Al leer las conclusiones de esta reunión, que finalizó anoche antes de lo previsto, el vocero de la Liga, Amr Mussa, resaltó el apoyo de los 22 miembros a Al Bashir, sobre quien pesa una orden de captura de la Corte Penal Internacional (CPI) por supuesta responsabilidad en matanzas perpetradas en Darfur. El propio al Bashir, presente en Qatar, acusó a los rebeldes de Darfur de ser entrenados por Israel y rechazó la exigencia del secretario general de la ONU, Ban Ki-moon, que también asistió al encuentro, de readmitir a las organizaciones de ayuda humanitaria expulsadas del país a comienzos de este mes. “La gente debe recibir ayuda al margen de las diferencias políticas”, dijo Ban, que ayer estuvo por primera vez cara a cara con Al Bashir.
La réplica
En la réplica, el sudanés atacó al Consejo de Seguridad de la ONU, que fue quien solicitó a la CPI que iniciara una investigación penal sobre el conflicto en Darfur. Dijo que el Consejo es una institución antidemocrática que aplica dobles estándares. “Se ensaña con los débiles y hace la vista gorda con los criminales verdaderos”, dijo, y se refirió en particular al hecho de que no se tomaron medidas contra Israel a causa de la ofensiva militar en la Franja de Gaza, de diciembre del año pasado. Precisamente, en la declaración final los líderes árabes se comprometieron a sumar esfuerzos para llevar a los gobernantes israelíes ante la Justicia por supuestos crímenes de guerra cometidos durante dicha ofensiva, destinada a destruir la infraestructura de la organización palestina Hamas.

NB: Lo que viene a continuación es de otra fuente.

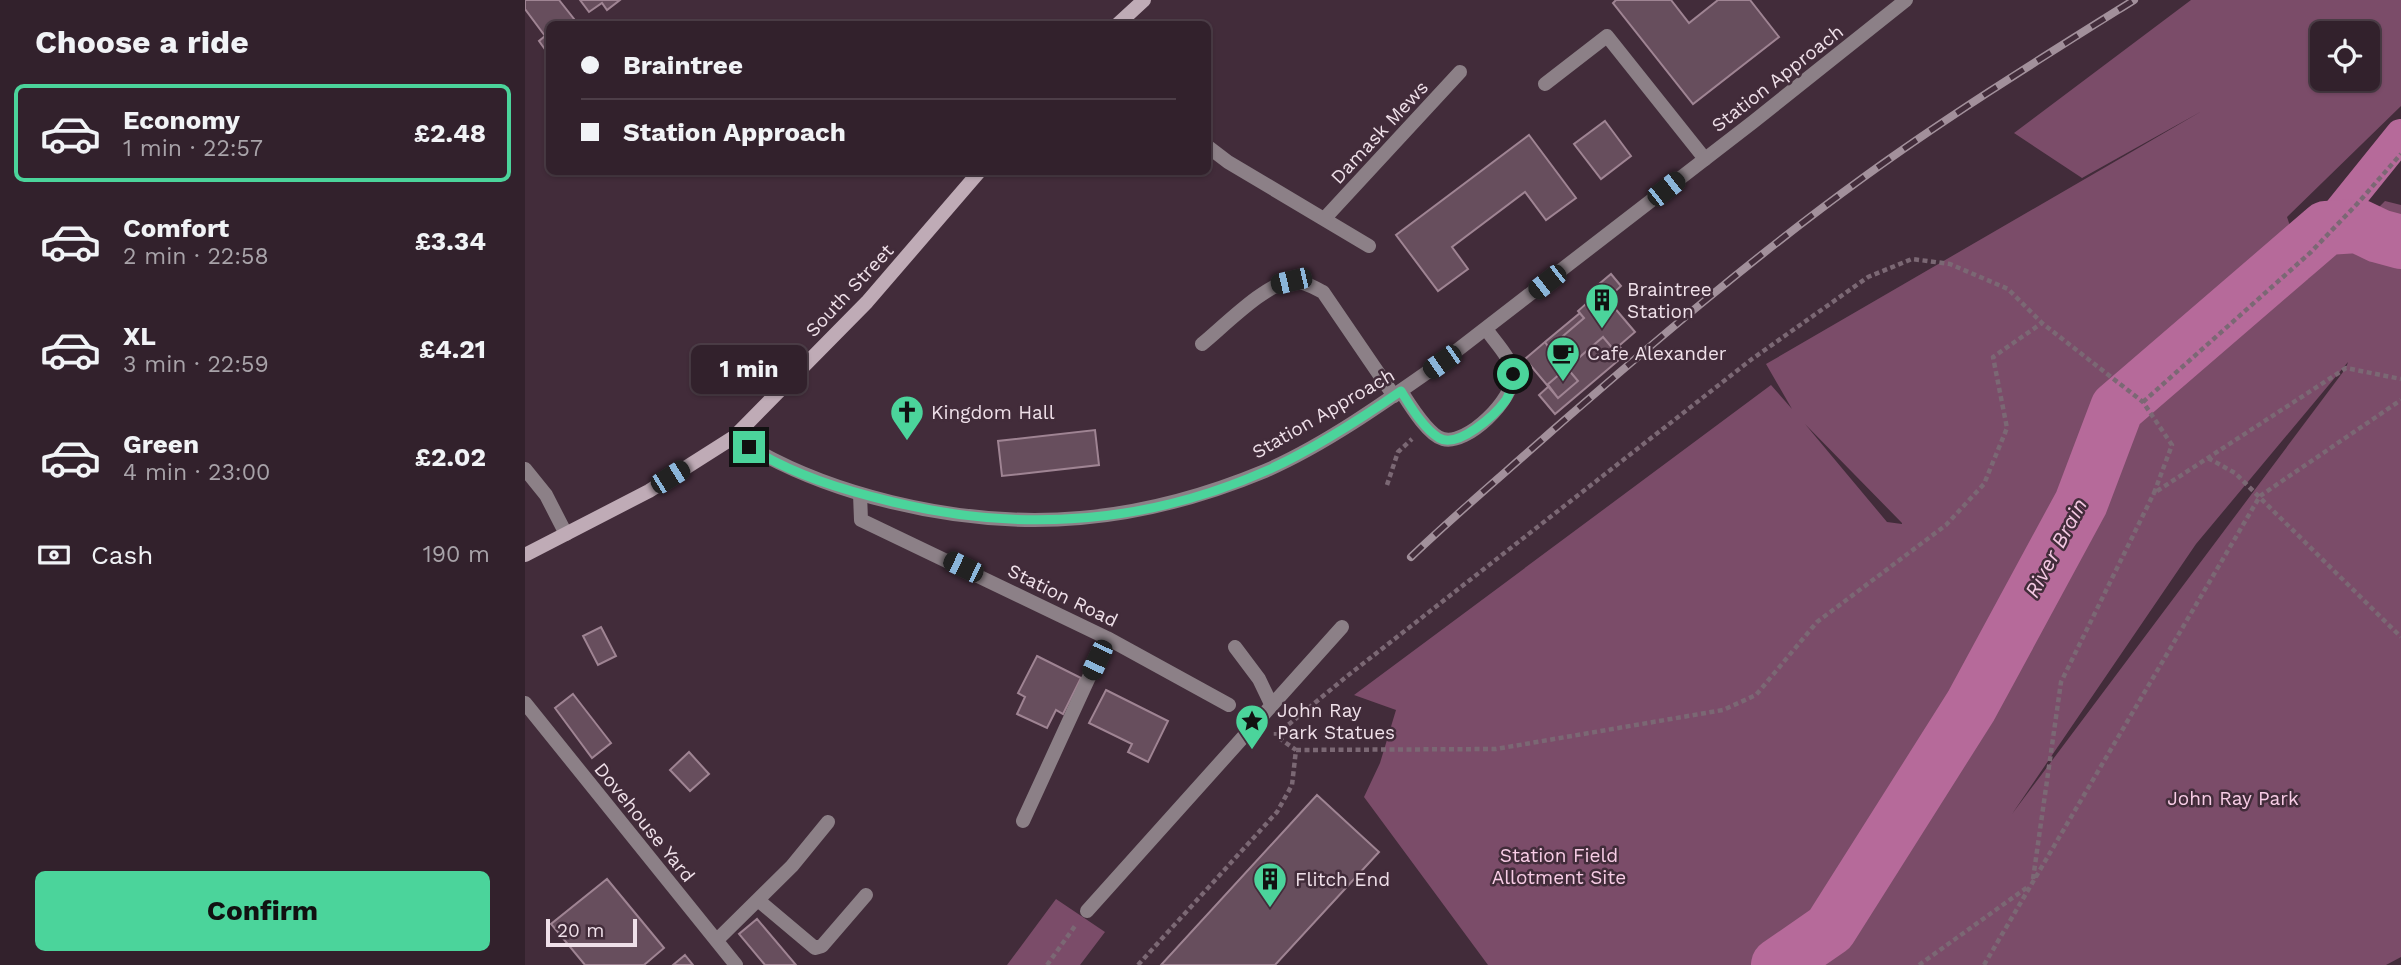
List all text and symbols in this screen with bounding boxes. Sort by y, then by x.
street label: Station Approach [1707,20,1848,137]
map controls [2310,21,2380,91]
button: locate [2310,21,2380,91]
text: Choose a ride [35,23,249,61]
text: Braintree [623,50,743,80]
street label: Damask Mews [1326,76,1433,189]
icon: car [39,102,102,165]
text: Economy [123,105,240,135]
text: Station Approach [623,117,846,147]
text: £2.48 [414,118,486,148]
text: 1 min · 22:57 [123,135,263,162]
car [1643,168,1690,210]
icon: car [39,210,102,273]
text: Comfort [123,213,229,243]
text: £3.34 [415,226,486,256]
street label: South Street [800,239,898,342]
text: 2 min · 22:58 [123,243,269,270]
car [1524,261,1571,303]
car [1269,266,1314,296]
place label: Braintree Station [1627,278,1712,323]
building icon: Braintree Station [1583,281,1621,330]
icon: car [39,318,102,381]
text: XL [123,321,156,351]
text: £4.21 [419,334,486,364]
cafe icon: Cafe Alexander [1544,334,1582,383]
car [1419,341,1466,383]
place label: Cafe Alexander [1587,342,1727,365]
callout: 1 min [691,346,807,394]
text: 3 min · 22:59 [123,351,269,378]
text: 1 min [719,356,779,383]
route start [1497,358,1529,390]
street label: Station Approach [1248,363,1399,464]
church icon: Kingdom Hall [888,393,926,442]
place label: Kingdom Hall [931,401,1055,424]
icon: car [39,426,102,489]
text: Green [123,429,199,459]
route end [733,431,765,463]
text: £2.02 [415,442,486,472]
car [647,457,694,497]
text: 4 min · 23:00 [123,459,270,486]
water label: River Brain [2019,494,2092,602]
icon: cash [35,536,73,574]
text: Cash [91,540,153,570]
text: 190 m [423,541,490,568]
car [940,548,987,586]
street label: Station Road [1004,559,1122,632]
car [1079,637,1116,683]
place label: John Ray Park Statues [1277,699,1395,744]
place icon: John Ray Park Statues [1233,702,1271,751]
street label: Dovehouse Yard [589,758,700,887]
park label: John Ray Park [2167,787,2299,810]
park label: Station Field Allotment Site [1492,844,1626,889]
building icon: Flitch End [1251,860,1289,909]
place label: Flitch End [1295,868,1390,891]
button: Confirm [35,871,490,951]
scale bar [546,916,637,948]
text: 20 m [557,919,604,942]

Se dijo que iban a invitar a Qatar al presidente iraní, Mahmud Ahmadinejad, y a delegados de Hamas, pero ninguno de ellos apareció y se habló poco al respecto. Tampoco estuvo representado Irak. En una referencia oblicua al tema, Al Bashir aconsejó que no se dejara afuera a ninguna facción en los esfuerzos árabes por lograr la reconciliación de los distintos grupos palestinos en pos de un gobierno de unidad nacional. (DPA)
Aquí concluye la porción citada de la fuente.